# HOW TO COMPLETE THIS TASK:
Exactly the lines from the one containing "Annotate the screen: name" to the final line below should be output, and no others.

====== DATA RECORDS ======

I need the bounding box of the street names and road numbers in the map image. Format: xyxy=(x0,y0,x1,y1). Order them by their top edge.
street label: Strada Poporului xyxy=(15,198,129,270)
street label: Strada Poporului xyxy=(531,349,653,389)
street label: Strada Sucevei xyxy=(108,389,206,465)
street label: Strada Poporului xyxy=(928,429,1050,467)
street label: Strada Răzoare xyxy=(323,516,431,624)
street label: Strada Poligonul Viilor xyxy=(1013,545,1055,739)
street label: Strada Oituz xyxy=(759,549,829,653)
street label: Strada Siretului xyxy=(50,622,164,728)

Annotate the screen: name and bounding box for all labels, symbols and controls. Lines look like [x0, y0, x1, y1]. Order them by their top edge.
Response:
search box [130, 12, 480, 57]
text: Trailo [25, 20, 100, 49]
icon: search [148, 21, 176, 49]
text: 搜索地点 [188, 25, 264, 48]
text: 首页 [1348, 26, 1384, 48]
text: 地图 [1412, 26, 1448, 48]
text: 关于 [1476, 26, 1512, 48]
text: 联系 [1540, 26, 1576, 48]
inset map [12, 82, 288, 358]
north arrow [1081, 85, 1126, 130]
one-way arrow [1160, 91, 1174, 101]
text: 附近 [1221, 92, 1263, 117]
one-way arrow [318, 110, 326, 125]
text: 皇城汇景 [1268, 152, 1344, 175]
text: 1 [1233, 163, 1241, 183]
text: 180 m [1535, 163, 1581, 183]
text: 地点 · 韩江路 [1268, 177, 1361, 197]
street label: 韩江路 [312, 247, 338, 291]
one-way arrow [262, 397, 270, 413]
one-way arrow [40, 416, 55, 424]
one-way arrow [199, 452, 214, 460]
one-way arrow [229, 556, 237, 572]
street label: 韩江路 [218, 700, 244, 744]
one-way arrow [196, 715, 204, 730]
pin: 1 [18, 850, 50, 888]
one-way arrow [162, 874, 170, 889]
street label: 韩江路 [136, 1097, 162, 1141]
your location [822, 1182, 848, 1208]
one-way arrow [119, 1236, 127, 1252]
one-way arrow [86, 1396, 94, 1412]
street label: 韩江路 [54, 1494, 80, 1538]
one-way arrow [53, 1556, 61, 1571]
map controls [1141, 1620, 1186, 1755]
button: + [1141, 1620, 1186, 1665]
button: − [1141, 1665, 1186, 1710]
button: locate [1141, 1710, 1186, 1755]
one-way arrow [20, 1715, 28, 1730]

======

# ANSWER BOX:
Annotate the screen: name and bounding box for all labels, symbols and controls. Lines look like [x0, y0, x1, y1]. Order them by their top edge.
Response:
search box [130, 12, 480, 57]
text: Trailo [25, 20, 100, 49]
icon: search [148, 21, 176, 49]
text: 搜索地点 [188, 25, 264, 48]
text: 首页 [1348, 26, 1384, 48]
text: 地图 [1412, 26, 1448, 48]
text: 关于 [1476, 26, 1512, 48]
text: 联系 [1540, 26, 1576, 48]
inset map [12, 82, 288, 358]
north arrow [1081, 85, 1126, 130]
one-way arrow [1160, 91, 1174, 101]
text: 附近 [1221, 92, 1263, 117]
one-way arrow [318, 110, 326, 125]
text: 皇城汇景 [1268, 152, 1344, 175]
text: 1 [1233, 163, 1241, 183]
text: 180 m [1535, 163, 1581, 183]
text: 地点 · 韩江路 [1268, 177, 1361, 197]
street label: 韩江路 [312, 247, 338, 291]
one-way arrow [262, 397, 270, 413]
one-way arrow [40, 416, 55, 424]
one-way arrow [199, 452, 214, 460]
one-way arrow [229, 556, 237, 572]
street label: 韩江路 [218, 700, 244, 744]
one-way arrow [196, 715, 204, 730]
pin: 1 [18, 850, 50, 888]
one-way arrow [162, 874, 170, 889]
street label: 韩江路 [136, 1097, 162, 1141]
your location [822, 1182, 848, 1208]
one-way arrow [119, 1236, 127, 1252]
one-way arrow [86, 1396, 94, 1412]
street label: 韩江路 [54, 1494, 80, 1538]
one-way arrow [53, 1556, 61, 1571]
map controls [1141, 1620, 1186, 1755]
button: + [1141, 1620, 1186, 1665]
button: − [1141, 1665, 1186, 1710]
button: locate [1141, 1710, 1186, 1755]
one-way arrow [20, 1715, 28, 1730]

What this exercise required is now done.